Building on that, Hermann Broch considered the novel (literature) as an optical instrument for the reader so that he can discern what he might never have seen in himself without that specific book. He even went so far as to claim that a novel, which fails to reveal some hitherto unknown bit of existence, is immoral.

This is also Milan Kundera's viewpoint: `For all we can do in the face of the ineluctable defeat called life is to try to understand it; that is the raison d'être of the novel.'
`A novel is purposely a-philosophic, even anti-philosophic, fiercely independent of any system of preconceived ideas, it questions, it marvels, it doesn't judge, nor proclaims truths.'
`Its characters do not need to be admired for their virtues.
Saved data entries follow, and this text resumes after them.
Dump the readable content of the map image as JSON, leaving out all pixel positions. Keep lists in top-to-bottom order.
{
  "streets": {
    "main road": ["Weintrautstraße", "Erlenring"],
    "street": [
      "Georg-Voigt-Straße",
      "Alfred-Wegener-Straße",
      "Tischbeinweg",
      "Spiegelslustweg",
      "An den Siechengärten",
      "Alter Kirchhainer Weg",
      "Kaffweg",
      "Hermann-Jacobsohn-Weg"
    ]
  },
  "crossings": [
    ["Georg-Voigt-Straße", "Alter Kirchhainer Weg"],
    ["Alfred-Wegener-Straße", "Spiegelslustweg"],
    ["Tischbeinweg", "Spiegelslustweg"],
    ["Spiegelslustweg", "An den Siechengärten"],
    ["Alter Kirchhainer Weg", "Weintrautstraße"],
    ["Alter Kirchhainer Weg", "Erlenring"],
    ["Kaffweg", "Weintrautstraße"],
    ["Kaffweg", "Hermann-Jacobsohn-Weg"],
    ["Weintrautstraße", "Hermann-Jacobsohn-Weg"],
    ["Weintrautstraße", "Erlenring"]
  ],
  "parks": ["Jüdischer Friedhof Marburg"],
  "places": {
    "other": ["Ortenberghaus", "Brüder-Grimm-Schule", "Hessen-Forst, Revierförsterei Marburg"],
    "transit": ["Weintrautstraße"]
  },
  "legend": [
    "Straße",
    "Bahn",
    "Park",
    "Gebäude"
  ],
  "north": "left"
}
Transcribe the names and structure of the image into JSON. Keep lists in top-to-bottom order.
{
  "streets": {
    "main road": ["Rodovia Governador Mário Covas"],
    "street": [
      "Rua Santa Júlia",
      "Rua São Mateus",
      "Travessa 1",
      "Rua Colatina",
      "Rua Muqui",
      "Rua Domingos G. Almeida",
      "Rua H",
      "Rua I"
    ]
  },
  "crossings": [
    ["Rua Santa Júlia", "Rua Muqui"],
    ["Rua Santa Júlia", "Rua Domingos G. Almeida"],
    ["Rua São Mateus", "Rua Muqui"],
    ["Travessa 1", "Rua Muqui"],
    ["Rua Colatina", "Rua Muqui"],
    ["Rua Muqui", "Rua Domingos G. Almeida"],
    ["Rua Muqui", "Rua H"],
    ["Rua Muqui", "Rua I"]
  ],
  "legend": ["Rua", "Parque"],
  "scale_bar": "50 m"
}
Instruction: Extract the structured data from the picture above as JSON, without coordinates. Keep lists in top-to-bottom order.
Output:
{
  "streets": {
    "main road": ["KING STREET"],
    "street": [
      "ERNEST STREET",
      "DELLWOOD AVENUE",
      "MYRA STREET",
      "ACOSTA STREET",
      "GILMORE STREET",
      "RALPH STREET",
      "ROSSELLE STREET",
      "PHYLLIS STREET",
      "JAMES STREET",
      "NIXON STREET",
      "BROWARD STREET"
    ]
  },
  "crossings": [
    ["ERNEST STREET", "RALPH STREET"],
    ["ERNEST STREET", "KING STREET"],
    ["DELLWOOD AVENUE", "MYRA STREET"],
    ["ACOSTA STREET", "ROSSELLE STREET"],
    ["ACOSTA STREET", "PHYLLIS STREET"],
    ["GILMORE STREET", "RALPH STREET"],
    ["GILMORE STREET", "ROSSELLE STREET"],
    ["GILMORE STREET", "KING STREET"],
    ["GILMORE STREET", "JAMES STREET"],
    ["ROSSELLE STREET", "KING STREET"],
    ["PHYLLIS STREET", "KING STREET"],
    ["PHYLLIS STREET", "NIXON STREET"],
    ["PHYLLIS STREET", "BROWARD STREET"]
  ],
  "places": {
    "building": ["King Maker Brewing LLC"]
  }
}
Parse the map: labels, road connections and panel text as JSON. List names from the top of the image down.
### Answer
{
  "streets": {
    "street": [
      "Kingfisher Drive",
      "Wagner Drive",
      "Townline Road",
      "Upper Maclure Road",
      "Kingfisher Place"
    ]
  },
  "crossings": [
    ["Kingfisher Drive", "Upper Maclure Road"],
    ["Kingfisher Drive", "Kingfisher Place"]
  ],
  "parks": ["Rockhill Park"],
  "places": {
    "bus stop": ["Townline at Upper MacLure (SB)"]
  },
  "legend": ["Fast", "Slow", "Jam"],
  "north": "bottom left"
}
They need to be understood.'
And, `novelists should past the frontier of the plausible.'

Milan Kundera sketches marvelously the history of the novel: from actions (Cervantes), over psychology (Dostoyevsky, Flaubert) to situations (Kafka, Joyce).
He makes also penetrating comments on his favorite writers (Fielding, Broch, Kafka, Flaubert, Musil, Rabelais, Gombrowicz, Cervantes, Dostoevsky, Sterne) and shows their unique place and high originality in the continuing evolution of the art of the novel.

This book is a must read for all lovers of world literature.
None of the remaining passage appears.